- Opening Delimiter -

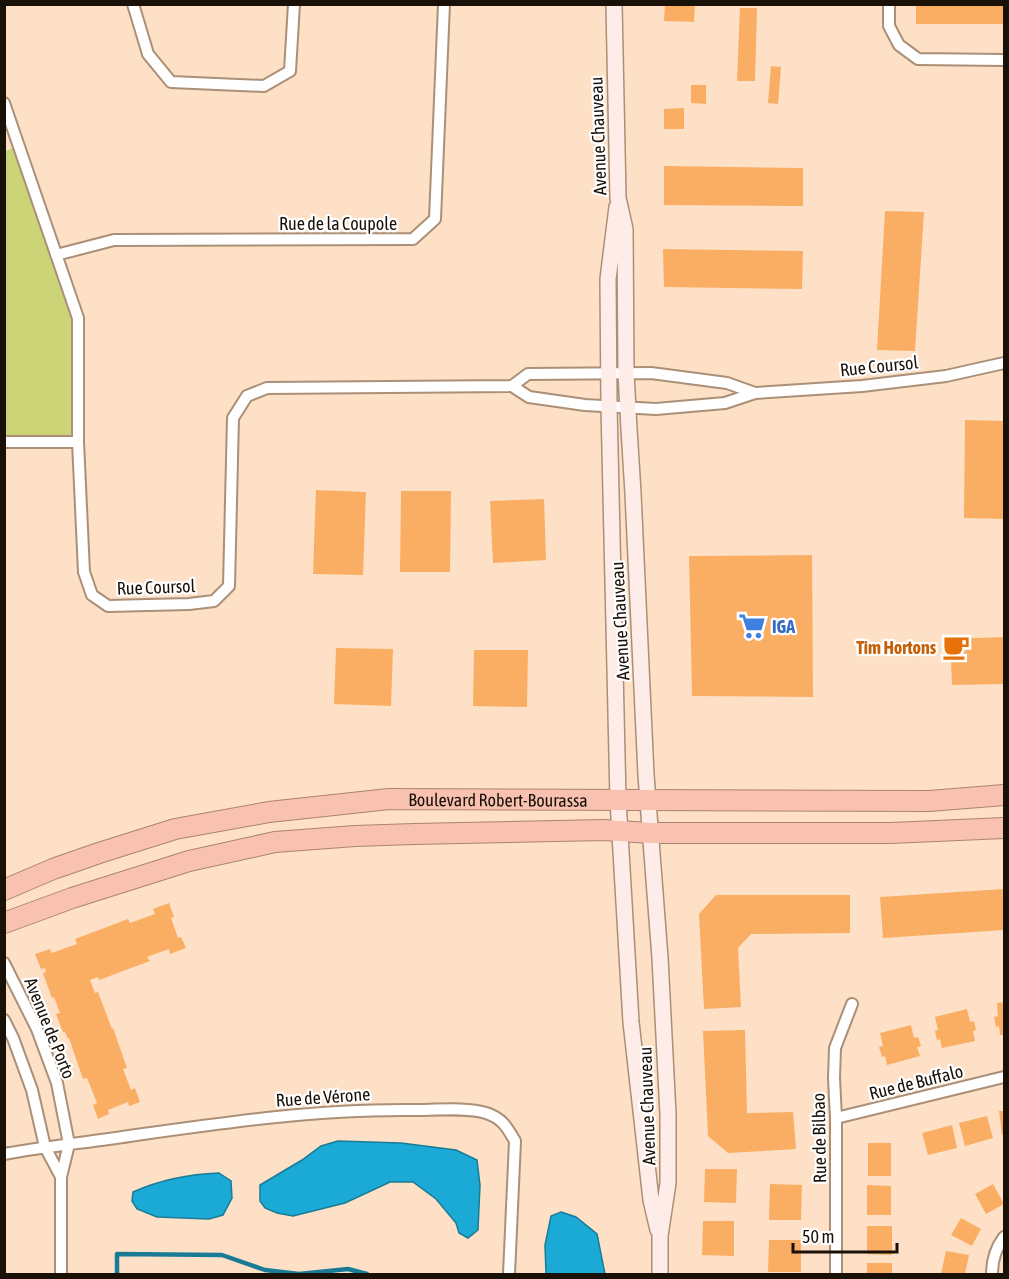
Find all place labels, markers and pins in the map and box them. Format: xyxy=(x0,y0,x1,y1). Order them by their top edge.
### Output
supermarket icon: IGA xyxy=(737,611,767,641)
place label: IGA xyxy=(772,616,795,637)
cafe icon: Tim Hortons xyxy=(941,632,971,662)
place label: Tim Hortons xyxy=(856,637,937,658)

- Closing Delimiter -

-- Exercise objective --
Your answer must be an exact copy of the listing, minus its pictures.

-- Written solution --
Find all place labels, markers and pins in the map and box them. Format: xyxy=(x0,y0,x1,y1). Order them by their top edge.
### Output
supermarket icon: IGA xyxy=(737,611,767,641)
place label: IGA xyxy=(772,616,795,637)
cafe icon: Tim Hortons xyxy=(941,632,971,662)
place label: Tim Hortons xyxy=(856,637,937,658)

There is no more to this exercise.